** Data supplied **
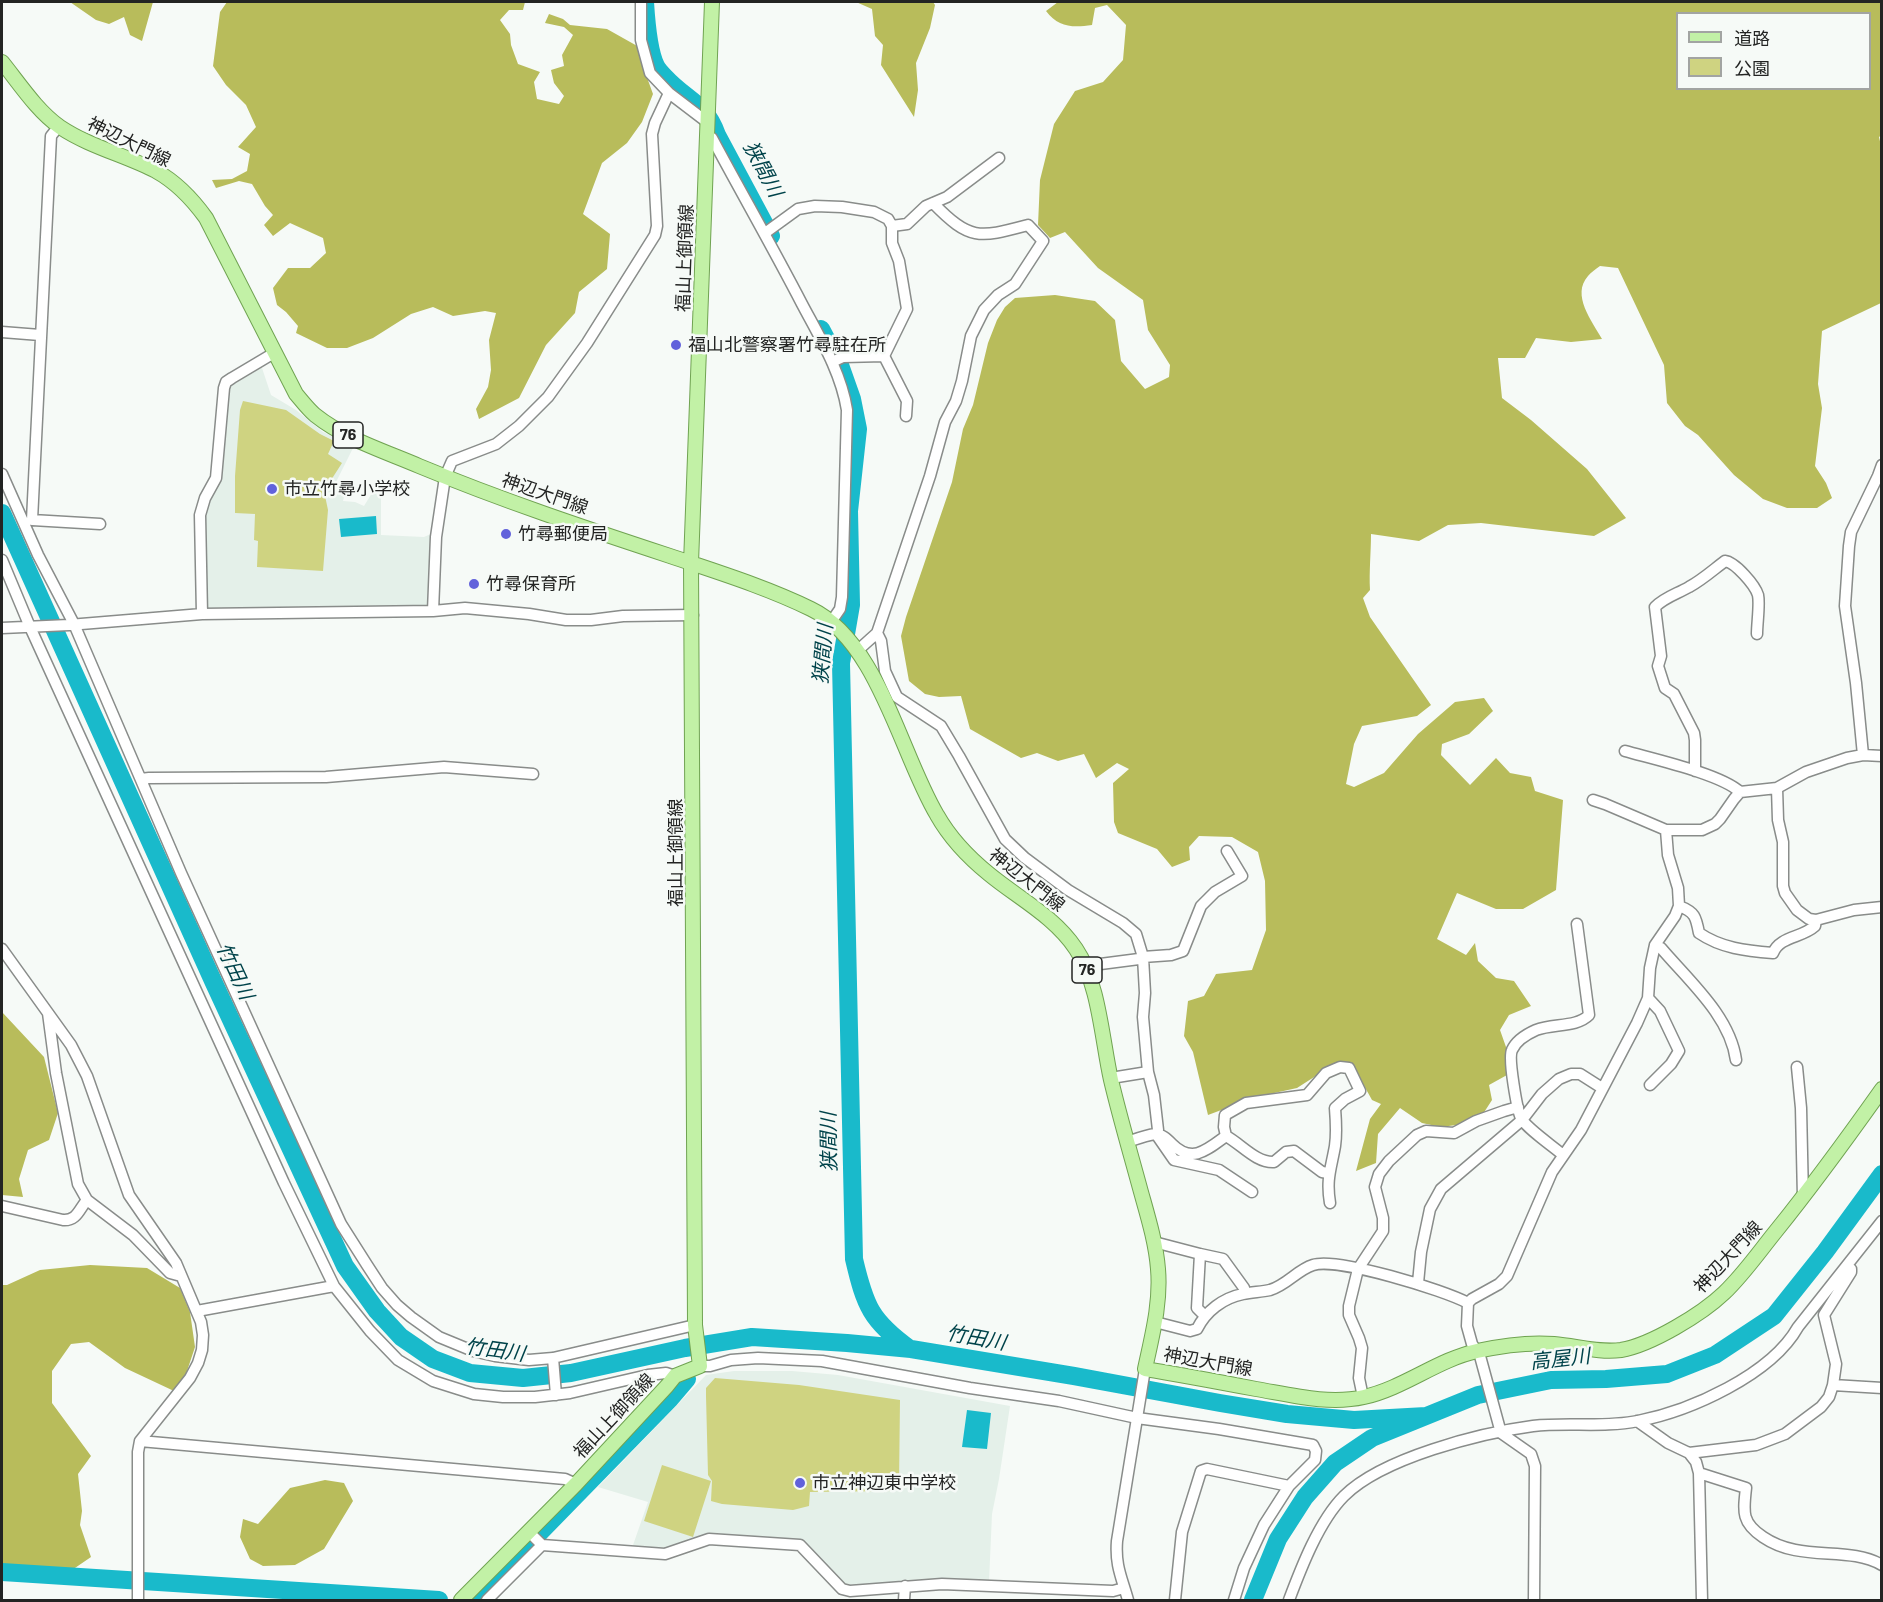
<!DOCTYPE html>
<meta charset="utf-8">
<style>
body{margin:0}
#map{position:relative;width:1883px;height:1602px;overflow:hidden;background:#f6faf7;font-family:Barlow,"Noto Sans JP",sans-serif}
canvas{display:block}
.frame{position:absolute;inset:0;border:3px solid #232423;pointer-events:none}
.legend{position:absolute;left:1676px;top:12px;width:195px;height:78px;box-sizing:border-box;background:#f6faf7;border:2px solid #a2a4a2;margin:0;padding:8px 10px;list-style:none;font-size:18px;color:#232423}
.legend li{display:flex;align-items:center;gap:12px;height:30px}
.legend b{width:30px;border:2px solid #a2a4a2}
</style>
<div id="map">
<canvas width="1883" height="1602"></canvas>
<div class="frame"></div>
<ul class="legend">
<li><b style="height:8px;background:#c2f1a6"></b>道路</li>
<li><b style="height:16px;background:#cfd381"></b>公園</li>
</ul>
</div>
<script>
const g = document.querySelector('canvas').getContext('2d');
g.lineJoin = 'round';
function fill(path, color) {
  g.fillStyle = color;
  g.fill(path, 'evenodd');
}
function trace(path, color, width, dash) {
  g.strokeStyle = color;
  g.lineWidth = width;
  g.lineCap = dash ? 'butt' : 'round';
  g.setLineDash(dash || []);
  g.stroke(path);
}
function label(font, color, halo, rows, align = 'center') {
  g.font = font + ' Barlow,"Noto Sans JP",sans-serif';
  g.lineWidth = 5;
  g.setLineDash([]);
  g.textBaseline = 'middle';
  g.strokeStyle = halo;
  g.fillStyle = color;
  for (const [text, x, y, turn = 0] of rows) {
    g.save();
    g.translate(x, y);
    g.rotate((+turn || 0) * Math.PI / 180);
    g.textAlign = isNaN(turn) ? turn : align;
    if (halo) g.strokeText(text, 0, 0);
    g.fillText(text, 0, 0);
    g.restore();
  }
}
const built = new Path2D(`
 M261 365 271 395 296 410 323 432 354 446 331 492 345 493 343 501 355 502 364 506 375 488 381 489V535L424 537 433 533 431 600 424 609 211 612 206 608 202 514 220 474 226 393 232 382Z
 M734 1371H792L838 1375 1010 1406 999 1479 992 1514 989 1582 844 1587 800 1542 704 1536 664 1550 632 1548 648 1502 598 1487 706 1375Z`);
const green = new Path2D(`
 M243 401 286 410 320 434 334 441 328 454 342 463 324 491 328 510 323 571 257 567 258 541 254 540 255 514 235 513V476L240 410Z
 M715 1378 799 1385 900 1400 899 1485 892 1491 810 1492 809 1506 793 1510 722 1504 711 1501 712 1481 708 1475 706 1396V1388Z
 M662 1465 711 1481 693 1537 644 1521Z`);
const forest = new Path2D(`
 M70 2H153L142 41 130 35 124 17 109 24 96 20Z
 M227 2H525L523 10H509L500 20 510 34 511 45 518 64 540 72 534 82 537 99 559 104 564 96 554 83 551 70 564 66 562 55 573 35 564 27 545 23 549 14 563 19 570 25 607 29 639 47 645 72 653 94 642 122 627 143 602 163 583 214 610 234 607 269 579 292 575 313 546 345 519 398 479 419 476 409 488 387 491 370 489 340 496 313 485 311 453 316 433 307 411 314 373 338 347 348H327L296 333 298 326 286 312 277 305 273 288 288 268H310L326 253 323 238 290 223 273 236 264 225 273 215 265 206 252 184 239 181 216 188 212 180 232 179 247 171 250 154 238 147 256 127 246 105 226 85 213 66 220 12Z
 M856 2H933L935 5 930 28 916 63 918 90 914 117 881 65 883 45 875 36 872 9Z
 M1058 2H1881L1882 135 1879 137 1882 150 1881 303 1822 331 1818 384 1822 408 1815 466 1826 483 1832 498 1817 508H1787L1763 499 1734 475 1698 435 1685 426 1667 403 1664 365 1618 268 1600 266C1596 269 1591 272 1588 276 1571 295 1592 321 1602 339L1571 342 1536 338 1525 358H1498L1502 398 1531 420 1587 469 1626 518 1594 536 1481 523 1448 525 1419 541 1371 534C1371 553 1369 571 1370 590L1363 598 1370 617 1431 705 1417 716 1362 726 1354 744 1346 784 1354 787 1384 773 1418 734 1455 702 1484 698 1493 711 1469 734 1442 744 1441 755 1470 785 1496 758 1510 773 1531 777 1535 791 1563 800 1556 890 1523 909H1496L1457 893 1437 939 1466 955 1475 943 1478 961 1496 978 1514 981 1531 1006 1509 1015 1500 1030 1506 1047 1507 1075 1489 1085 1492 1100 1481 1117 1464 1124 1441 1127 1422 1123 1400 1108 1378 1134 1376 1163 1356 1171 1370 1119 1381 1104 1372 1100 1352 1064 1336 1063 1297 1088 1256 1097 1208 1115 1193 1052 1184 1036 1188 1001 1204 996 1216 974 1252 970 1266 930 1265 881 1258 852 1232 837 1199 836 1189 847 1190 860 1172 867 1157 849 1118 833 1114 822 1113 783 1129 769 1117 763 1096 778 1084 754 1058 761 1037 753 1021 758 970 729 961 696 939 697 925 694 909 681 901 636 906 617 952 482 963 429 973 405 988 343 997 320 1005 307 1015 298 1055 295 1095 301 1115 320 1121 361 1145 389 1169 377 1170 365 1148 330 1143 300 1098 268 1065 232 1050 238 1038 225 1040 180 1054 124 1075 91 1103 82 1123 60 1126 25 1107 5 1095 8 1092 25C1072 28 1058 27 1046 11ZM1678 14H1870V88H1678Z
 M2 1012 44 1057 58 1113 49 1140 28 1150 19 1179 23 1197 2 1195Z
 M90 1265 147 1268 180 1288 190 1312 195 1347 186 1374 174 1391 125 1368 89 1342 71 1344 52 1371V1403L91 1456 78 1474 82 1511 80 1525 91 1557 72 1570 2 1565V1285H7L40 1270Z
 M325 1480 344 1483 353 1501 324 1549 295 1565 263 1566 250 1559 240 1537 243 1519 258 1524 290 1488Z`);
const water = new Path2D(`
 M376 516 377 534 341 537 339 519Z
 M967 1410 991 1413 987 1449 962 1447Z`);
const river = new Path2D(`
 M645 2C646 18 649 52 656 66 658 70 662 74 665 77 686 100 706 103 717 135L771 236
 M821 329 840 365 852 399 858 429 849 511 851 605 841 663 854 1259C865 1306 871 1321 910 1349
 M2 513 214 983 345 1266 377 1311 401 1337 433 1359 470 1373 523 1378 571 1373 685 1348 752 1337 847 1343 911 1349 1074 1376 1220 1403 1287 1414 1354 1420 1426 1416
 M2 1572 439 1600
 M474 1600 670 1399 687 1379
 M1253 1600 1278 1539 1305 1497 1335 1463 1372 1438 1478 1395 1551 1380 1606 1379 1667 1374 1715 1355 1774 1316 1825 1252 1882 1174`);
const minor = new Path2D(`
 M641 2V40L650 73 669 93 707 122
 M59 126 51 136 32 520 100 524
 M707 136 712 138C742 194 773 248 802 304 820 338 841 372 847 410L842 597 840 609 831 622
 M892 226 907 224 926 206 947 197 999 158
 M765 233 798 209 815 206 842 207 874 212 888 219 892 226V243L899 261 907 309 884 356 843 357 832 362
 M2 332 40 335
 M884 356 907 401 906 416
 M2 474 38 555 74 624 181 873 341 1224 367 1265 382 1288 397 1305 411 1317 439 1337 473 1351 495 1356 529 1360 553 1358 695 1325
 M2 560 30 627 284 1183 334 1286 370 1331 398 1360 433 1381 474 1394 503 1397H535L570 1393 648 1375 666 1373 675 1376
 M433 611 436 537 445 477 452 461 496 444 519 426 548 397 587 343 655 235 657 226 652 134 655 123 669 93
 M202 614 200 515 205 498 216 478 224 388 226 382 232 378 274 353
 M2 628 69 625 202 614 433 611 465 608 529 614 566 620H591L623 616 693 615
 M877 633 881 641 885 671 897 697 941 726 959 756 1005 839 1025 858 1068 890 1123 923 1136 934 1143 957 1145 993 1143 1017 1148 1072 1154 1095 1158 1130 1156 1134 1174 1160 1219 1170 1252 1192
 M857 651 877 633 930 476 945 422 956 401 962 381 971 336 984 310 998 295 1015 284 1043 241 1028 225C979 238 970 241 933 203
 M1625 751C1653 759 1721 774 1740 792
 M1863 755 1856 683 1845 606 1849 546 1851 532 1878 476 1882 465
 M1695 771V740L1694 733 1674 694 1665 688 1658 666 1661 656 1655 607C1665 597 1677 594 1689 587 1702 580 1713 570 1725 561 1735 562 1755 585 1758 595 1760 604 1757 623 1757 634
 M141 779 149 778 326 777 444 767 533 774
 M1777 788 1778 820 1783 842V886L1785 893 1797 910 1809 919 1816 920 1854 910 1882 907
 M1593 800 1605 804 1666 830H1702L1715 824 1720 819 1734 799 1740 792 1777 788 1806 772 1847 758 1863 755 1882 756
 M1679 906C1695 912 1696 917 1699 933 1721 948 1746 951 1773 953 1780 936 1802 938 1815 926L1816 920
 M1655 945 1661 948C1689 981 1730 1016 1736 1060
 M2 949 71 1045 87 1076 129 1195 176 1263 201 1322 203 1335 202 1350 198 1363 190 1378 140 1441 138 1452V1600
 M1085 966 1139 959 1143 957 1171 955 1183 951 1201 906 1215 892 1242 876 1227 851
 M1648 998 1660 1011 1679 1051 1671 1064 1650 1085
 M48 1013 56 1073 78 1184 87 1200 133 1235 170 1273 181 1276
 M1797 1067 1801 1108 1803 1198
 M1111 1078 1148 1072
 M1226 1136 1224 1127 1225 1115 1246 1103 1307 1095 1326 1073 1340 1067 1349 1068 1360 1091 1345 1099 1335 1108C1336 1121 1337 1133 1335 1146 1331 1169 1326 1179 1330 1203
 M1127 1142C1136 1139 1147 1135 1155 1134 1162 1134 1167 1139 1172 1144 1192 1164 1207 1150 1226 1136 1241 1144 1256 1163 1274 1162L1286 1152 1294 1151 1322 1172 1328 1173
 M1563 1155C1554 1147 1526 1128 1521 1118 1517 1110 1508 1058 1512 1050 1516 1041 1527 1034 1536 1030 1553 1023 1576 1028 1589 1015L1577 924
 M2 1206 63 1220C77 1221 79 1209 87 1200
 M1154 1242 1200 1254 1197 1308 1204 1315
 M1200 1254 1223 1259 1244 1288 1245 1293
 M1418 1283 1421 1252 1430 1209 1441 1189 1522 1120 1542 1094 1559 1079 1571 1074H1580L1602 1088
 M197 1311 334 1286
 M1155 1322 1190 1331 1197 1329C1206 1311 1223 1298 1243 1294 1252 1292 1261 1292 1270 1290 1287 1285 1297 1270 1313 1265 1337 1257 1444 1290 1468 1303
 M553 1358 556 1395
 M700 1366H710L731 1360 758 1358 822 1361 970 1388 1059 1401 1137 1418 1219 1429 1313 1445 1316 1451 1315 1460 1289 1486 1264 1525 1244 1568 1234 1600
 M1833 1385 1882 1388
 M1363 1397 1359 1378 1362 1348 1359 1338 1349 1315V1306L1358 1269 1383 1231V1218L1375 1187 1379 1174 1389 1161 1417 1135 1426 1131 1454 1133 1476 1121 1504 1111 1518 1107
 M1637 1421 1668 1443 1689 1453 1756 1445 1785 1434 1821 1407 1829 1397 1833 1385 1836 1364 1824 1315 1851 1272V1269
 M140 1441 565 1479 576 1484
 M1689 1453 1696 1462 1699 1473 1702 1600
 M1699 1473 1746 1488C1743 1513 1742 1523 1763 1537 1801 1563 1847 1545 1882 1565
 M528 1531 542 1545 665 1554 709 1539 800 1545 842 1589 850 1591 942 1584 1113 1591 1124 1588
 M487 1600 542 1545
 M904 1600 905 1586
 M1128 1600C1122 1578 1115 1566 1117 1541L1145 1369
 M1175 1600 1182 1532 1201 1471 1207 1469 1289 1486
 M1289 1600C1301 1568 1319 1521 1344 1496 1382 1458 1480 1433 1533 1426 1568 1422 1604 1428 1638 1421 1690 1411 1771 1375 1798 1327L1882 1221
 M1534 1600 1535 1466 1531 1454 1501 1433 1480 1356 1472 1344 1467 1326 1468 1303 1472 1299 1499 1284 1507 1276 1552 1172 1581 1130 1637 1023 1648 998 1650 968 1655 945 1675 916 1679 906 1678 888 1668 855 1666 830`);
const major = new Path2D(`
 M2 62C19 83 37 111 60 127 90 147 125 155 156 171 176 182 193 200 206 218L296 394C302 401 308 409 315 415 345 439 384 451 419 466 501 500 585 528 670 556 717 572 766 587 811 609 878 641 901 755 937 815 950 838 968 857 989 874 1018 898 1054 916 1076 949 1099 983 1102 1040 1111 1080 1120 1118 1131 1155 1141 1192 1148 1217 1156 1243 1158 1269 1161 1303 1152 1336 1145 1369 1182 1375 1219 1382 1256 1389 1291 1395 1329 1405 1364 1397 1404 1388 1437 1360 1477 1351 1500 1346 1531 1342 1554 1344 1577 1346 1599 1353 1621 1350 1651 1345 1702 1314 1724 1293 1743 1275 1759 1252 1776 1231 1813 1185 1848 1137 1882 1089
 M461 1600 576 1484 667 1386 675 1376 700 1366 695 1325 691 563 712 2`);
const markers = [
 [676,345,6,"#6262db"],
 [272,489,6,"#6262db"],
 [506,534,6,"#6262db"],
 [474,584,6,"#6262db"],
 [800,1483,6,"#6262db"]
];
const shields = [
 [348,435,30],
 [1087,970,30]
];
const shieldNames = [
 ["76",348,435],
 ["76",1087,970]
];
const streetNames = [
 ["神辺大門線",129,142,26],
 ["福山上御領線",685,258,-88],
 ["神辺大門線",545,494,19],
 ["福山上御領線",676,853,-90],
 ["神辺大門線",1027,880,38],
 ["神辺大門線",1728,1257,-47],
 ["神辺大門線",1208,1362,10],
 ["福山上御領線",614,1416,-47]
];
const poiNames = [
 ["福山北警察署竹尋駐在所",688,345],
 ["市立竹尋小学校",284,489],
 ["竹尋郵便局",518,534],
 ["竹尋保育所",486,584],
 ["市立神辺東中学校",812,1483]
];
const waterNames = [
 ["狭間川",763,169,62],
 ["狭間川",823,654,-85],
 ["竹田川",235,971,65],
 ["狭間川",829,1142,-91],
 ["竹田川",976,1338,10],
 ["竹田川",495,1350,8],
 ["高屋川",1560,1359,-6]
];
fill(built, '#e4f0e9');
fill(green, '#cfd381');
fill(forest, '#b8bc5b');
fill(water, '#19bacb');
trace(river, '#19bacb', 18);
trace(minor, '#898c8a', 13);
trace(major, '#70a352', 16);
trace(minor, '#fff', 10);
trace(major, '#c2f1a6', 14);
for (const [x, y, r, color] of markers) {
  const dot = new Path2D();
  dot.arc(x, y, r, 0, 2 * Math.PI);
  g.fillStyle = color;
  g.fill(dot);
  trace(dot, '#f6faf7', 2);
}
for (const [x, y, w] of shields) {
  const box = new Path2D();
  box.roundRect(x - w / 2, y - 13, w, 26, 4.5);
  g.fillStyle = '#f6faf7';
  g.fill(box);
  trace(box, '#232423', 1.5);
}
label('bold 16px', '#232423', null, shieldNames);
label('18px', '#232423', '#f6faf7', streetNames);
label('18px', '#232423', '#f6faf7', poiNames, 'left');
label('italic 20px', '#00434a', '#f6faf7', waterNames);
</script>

** Exercise description **
Every line above that holds the string "display" should be copied out.

** Output below **
canvas{display:block}
.legend li{display:flex;align-items:center;gap:12px;height:30px}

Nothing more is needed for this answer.